Подводя итог совместной жизни, она часто задавалась вопросом: была ли она счастлива с ним? Безусловно, ее счастье было прерывистым, своенравным, не вписывавшимся в магическую формулу халифа Абдурахмана, уместившего свое счастье всего в 14 дней. Нет, ее счастье было значительно больше. Она находила его в материнстве, в сотворчестве с мужем, в семейных радостях и, конечно, в своей профессии «жены писателя». Софья Андреевна была для Льва Николаевича всем — и музой, и слушательницей, и советчицей, и переписчицей.

Жизненное благополучие, доставшееся ей с таким трудом, не пошло прахом. Многие годы бушевала ее любовная буря, заставлявшая терзаться и терзать. Она преодолела в себе многое, в том числе и честолюбивые порывы — сочинять подле мужа. Она смогла обуздать эти страсти, поняв, что писать рядом с ним просто глупо.

Но ее деятельная натура не знала покоя. Она налаживала усадебный быт, заботилась о домашнем комфорте, воспитывала детей. С годами ей открылась простая истина: семейное счастье достигается только незаурядной любовью. Свой смысл пребывания в Ясной Поляне она теперь видела в увековечивании памяти мужа, в сохранении его «колыбели и могилы». Это было, по ее мнению, лучшее лекарство от забвения.

Что теперь видели ее стареющие глаза, когда его не было рядом? Пожалуй, всю совместную жизнь, промелькнувшую словно мгновение. Теперь ей хотелось все разложить по порядку, вернуться к тем магическим августовским «стальным» дням, когда они стояли на пороге любви.

Глава II. Fatum

Соня знала, что судьба бережет того, кого лишает славы. Была ли она любимицей судьбы? Кажется, да. Спустя годы многое, что происходило в ее жизни, воспринималось совсем не так, как прежде, когда все только начиналось. К старости многое уяснилось и улеглось. Страх одиночества отпустил, силы возвращались к ней, как и воспоминания, нахлынувшие с новой силой.

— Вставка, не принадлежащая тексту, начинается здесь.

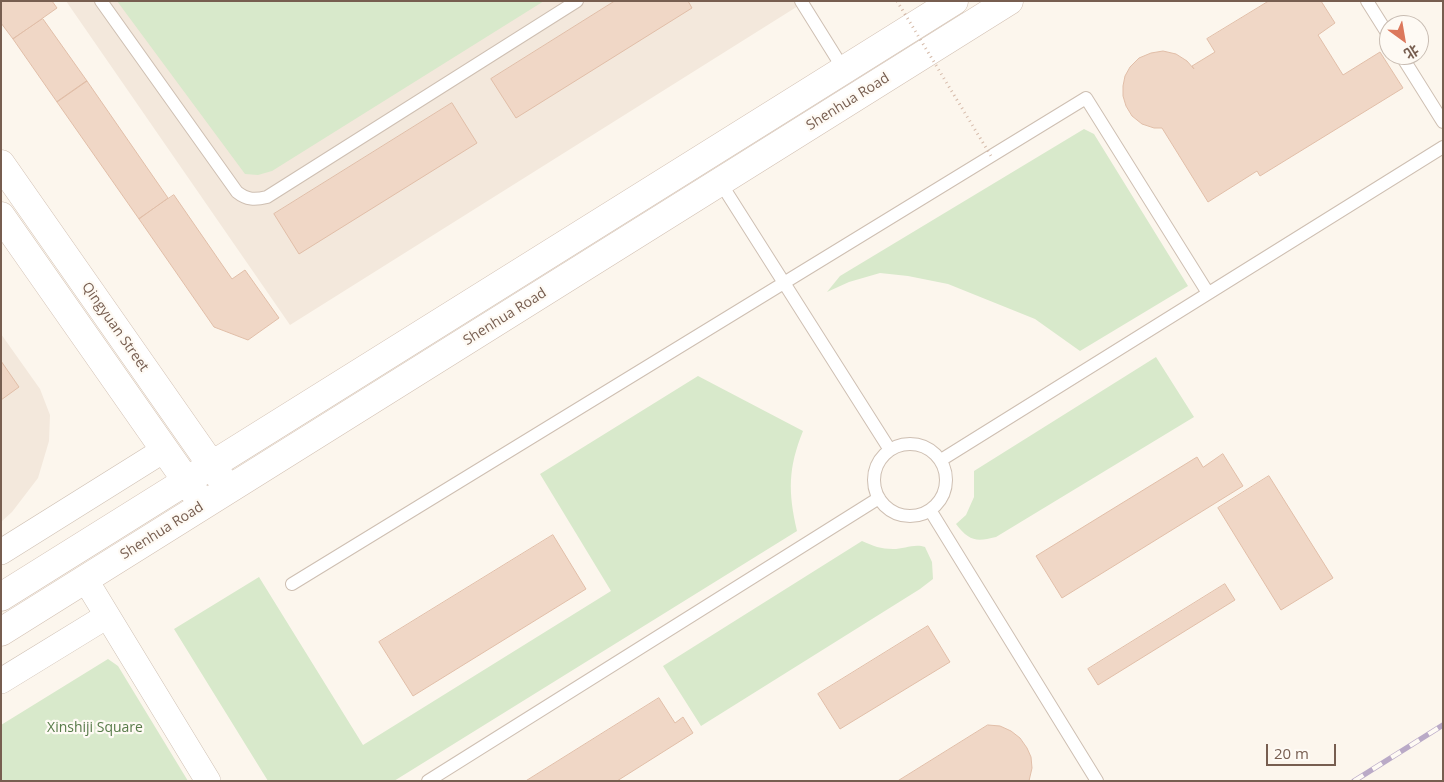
<!DOCTYPE html>
<html>
<head>
<meta charset="utf-8">
<style>
  body { margin:0 }
  #map { position:relative; width:1444px; height:782px; overflow:hidden; background:#fcf6ed; font-family:"Open Sans","Noto Sans SC",sans-serif }
  canvas { display:block }
  .frame { position:absolute; inset:0; border:2px solid #775e50; pointer-events:none }
  .north { position:absolute; left:1379px; top:15px; width:50px; height:50px; box-sizing:border-box; background:#fefaf4; border:1px solid #c8bcb2; border-radius:50%; rotate:148deg; font-size:14px; font-weight:700; line-height:20px; text-align:center; color:#775e50 }
  .north::after { content:''; display:block; margin:auto; width:18px; height:22px; background:#dc785c; clip-path:polygon(50% 0,100% 100%,50% 72%,0 100%) }
  .scale { position:absolute; left:1266px; top:744px; width:70px; height:22px; box-sizing:border-box; border:2px solid #775e50; border-top:0; padding-left:6px; font-size:15px; line-height:18px; white-space:nowrap; color:#775e50; -webkit-text-stroke:4px #fefaf4; paint-order:stroke }
</style>
</head>
<body>
<div id="map">
<canvas width="1444" height="782"></canvas>
<div class="frame"></div>
<div class="north">北</div>
<div class="scale">20 m</div>
</div>
<script>
const context = document.querySelector('canvas').getContext('2d');
context.lineJoin = 'round';
function fillPath(path, color) { context.fillStyle = color; context.fill(path, 'evenodd'); }
function trace(path, color, width, dash) { context.strokeStyle = color; context.lineWidth = width; context.lineCap = dash ? 'butt' : 'round'; context.setLineDash(dash || []); context.stroke(path); }
function label(font, color, halo, rows, align = 'center') {
  context.font = font + ' "Open Sans",sans-serif'; context.lineWidth = 4.5; context.setLineDash([]); context.textBaseline = 'middle'; context.strokeStyle = halo; context.fillStyle = color; for (const [text, x, y, turn = 0] of rows) {
    context.save(); context.translate(x, y); context.rotate((+turn || 0) * Math.PI / 180); context.textAlign = isNaN(turn) ? turn : align; if (halo) context.strokeText(text, 0, 0); context.fillText(text, 0, 0); context.restore();
  }
}
fillPath(new Path2D(`
  M66 1H806L290 325Z
  M1 334 40 389 50 415 49 441 38 478 12 512 1 522Z`), '#f3e8dc');
fillPath(new Path2D(`
  M117 1H544L272 171 258 175 245 174Z
  M1084 129 1094 134 1188 286 1080 351 1035 319 948 284 908 276 880 273 849 282 827 292 840 276Z
  M1156 357 1194 417 996 537C976 542 969 541 956 524L966 515 974 497V471Z
  M698 376 803 431C788 468 788 492 797 531L394 781H268L174 629 259 577 363 745 611 591 540 474Z
  M862 541C873 546 881 549 893 549 904 549 915 543 925 547L932 562 933 579 920 589 701 726 663 666Z
  M108 659 118 666 188 781H1V725Z`), '#d8e9cb');
const building = new Path2D(`
  M1 1H52L57 8 13 39 1 23Z
  M615 1H688L692 8 516 118 491 79Z
  M1269 1H1321L1335 23 1318 35 1343 75 1380 52 1403 88 1260 176 1257 171 1208 202 1162 128H1154L1142 124 1132 116 1126 106 1123 96V86L1125 76 1130 67 1139 58 1151 53 1163 51 1176 54 1187 61 1194 69 1192 66 1215 52 1207 39Z
  M43 19 87 81 57 102 13 39Z
  M87 81 168 198 139 219 57 102Z
  M452 103 477 143 299 254 274 214Z
  M174 195 232 279 245 270 279 318 248 340 214 327 139 219Z
  M1 361 19 387 1 400Z
  M1223 454 1243 486 1062 598 1036 556 1197 457 1203 467Z
  M1269 476 1333 578 1281 610 1218 508Z
  M553 535 586 589 413 696 379 642Z
  M1225 584 1235 600 1098 685 1088 669Z
  M928 626 950 662 840 729 818 694Z
  M659 698 675 723 683 717 693 733 617 781H526Z
  M988 725 1000 726 1011 731 1020 738 1027 748 1031 757 1032 768 1029 781H898Z`);
fillPath(building, '#f0d7c6');
trace(building, '#e1bea8', 1);
const service = new Path2D(`
  M101 1 237 192C247 200 255 200 267 197L577 1
  M801 1 844 70
  M1367 1 1389 36
  M1401 55 1443 122
  M720 182 890 450
  M874 480a36 36 0 1 1 72 0a36 36 0 1 1-72 0Z
  M941 460 1443 147
  M930 510 1097 781
  M292 584 1086 98 1208 293
  M428 781 879 498`);
const minor = new Path2D(`
  M1 552 164 450
  M85 579 208 781
  M1 681 107 616`);
const secondary = new Path2D(`
  M1 164 222 480
  M1 216 197 496
  M1 597 954 1
  M1 632 1009 1`);
trace(service, '#cebfb2', 14);
trace(minor, '#cebfb2', 26);
trace(secondary, '#d1bfb1', 29);
trace(service, '#fff', 12);
trace(minor, '#fff', 25);
trace(secondary, '#fff', 28);
const rail = new Path2D(`
  M1354 781 1443 725`);
trace(rail, '#baaac7', 5.5);
trace(rail, '#fefaf4', 4, [11]);
trace(new Path2D(`
  M897 1 991 156`), '#d5baa9', 3, [1, 4]);
label('14px', '#775e50', '#fefaf4', [
  ["Shenhua Road",848,102,-32],
  ["Shenhua Road",505,317,-32],
  ["Qingyuan Street",115,327,55],
  ["Shenhua Road",162,531,-32]
]);
label('14px', '#577b49', '#fefaf4', [
  ["Xinshiji Square",95,728]
]);
</script>
</body>
</html>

Она медленно погружалась в самую счастливую пору своей жизни, связанную с чудными лунными ночами, проведенными с «милым comte» на даче в Покровском — Глебове близ Москвы. Как будто снова оказалась она на той самой поляне, ярко освещенной полной луной, отражавшейся в ближайшем пруду и словно купавшейся в нем. Этот образ августовских бодрящих, свежих ночей стал тогда для нее очень чувственным, наполненным эротическим томлением, игрой воды и луны, действующих возбуждающе.

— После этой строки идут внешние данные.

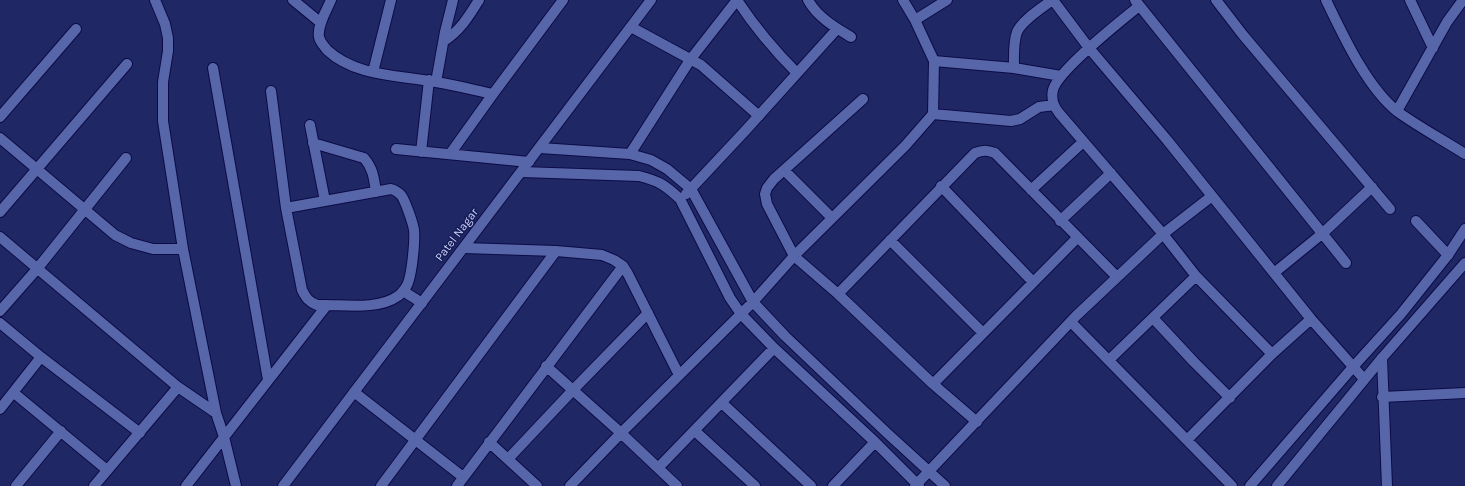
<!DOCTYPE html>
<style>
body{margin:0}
canvas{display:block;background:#1f2764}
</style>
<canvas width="1465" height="486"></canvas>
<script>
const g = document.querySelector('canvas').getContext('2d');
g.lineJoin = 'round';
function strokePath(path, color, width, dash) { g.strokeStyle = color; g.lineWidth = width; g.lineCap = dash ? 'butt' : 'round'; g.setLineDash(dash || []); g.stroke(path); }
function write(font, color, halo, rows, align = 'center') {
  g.font = font + ' Karla,sans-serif'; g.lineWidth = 3; g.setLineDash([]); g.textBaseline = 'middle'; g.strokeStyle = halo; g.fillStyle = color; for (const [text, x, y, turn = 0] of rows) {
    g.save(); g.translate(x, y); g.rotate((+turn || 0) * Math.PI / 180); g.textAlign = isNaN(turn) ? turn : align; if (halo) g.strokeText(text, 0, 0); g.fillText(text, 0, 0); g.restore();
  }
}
const street = new Path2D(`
 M 155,0 L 165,24 L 168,38 L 168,51 L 163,82 L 163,121 L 183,249 L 216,413 L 224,437 L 236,486
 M 293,0 L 321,23
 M 331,0 C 327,10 317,25 319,37 C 320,42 324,46 327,50 C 356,77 399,75 436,82 C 455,85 474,90 493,94
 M 737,0 C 756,29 773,49 797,73
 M 808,0 C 817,17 836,28 851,37
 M 1053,0 L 1089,48 L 1167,140 L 1311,319 L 1364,379
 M 1135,0 L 1346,263
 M 1216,0 L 1243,35 L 1390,209
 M 1326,0 C 1343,35 1367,88 1398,112 C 1419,127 1443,140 1465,154
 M 1410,0 L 1433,48
 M 1139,6 C 1121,21 1058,70 1053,90 C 1051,98 1054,107 1059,113 L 1163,234 L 1196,276 L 1272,354
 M 915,20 L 947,0
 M 631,27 L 701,65 L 759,116
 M 444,41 C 460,31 469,16 479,0
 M 934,61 L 1014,68 L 1061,76
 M 213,68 L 268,380
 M 1014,68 C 1014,57 1013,43 1017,32 C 1022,20 1042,8 1052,0
 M 373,72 L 391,0
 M 436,82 L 445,32 L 453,0
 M 271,91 L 286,208 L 302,290 C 306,298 309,302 317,305 C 341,304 377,311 398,296 C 401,294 404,290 406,287 C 412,278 415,241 414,230 C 413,223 405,200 401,195 C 398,192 395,190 391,189 L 286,208
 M 863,99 L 774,179 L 767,188 L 765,194 L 767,204 L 794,256 L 838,294 L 933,384 L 977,422
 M 1397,111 L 1447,22 L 1463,0
 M 933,114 L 1011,121 L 1020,119 L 1039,107 L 1054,105
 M 0,117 L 76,29
 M 310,125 L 325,201
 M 0,138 L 115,235 L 131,243 L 153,249 L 183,249
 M 313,143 L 364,158 C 373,168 374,178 376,192
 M 540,148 L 630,154 L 651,160 L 667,169 L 691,189 L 753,302 L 785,336 L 887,433 L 945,486
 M 396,149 L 529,162
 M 421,152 L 429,80
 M 450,154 L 493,94 L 563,0
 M 630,154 L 690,60 L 737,0
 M 784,170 L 832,218
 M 522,172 L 639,176 C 659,181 665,185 680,199 L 730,298 L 741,314 L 774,348 L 875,442 L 919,486
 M 941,186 L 1033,282
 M 1031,190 L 1083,142
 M 686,194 L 745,131 L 837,29
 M 0,212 L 127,64
 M 1060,221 L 1111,173
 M 1416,221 L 1448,255
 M 0,237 L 178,387 L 216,413
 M 890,240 L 983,333
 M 464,248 L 556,251 L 602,255 L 614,260 L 623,266 L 628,274 L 679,375
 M 1274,273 L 1323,233 L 1372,187
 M 403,291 L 422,303
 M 838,294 L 975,153 C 983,150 987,150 995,153 L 1117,277
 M 0,311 L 37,269 L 126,158
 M 1153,318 L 1194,362 L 1230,398
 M 1071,322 L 1232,486
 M 0,323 L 41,357 L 140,433
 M 1382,358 L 1387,486
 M 1109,360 L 1196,276
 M 546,366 L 621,433 L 677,486
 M 933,384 L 1077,238
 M 354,392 L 463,477
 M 14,393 L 107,470
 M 1382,397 L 1465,393
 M 722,403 L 811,486
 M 0,409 L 41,357
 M 695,431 L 755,486
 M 1187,440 L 1272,354 L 1311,319
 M 489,442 L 537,486
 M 508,459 L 573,390 L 648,313
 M 658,468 L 774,348
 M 16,486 L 61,431
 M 94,486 L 178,387
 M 186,486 L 327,305
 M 381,486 L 556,251
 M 457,486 L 623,266
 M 570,486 L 621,433 L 753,302 L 794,256 L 905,146 L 933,114 L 934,61 L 915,20 L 903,0
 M 833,486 L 875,442
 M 915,486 L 1076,316 L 1163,234 L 1212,196`);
const secondary = new Path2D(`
 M 283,486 L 651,0
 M 1250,486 L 1353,367 L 1401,314 L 1448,255 L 1465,229
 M 1277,486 L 1382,358 L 1465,263`);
strokePath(street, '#0c0b46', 12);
strokePath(secondary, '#0c0b46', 12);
strokePath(street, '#5766a9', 10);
strokePath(secondary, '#5766a9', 10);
write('12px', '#c7d2f7', '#171c58', [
 ["Patel Nagar",457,235,-53]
]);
</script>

Магическая сила воды и луны совершала почти невозможное — словно отрывала ее от земли и поднимала ввысь. Она вслушивалась в звуки ночи, предчувствуя любовное признание. Словно заново проживала она этот счастливый миг, который запомнила в мельчайших подробностях, убеждаясь, что жизнь не то, что прожито, а то, что запомнилось. Ей было что вспоминать.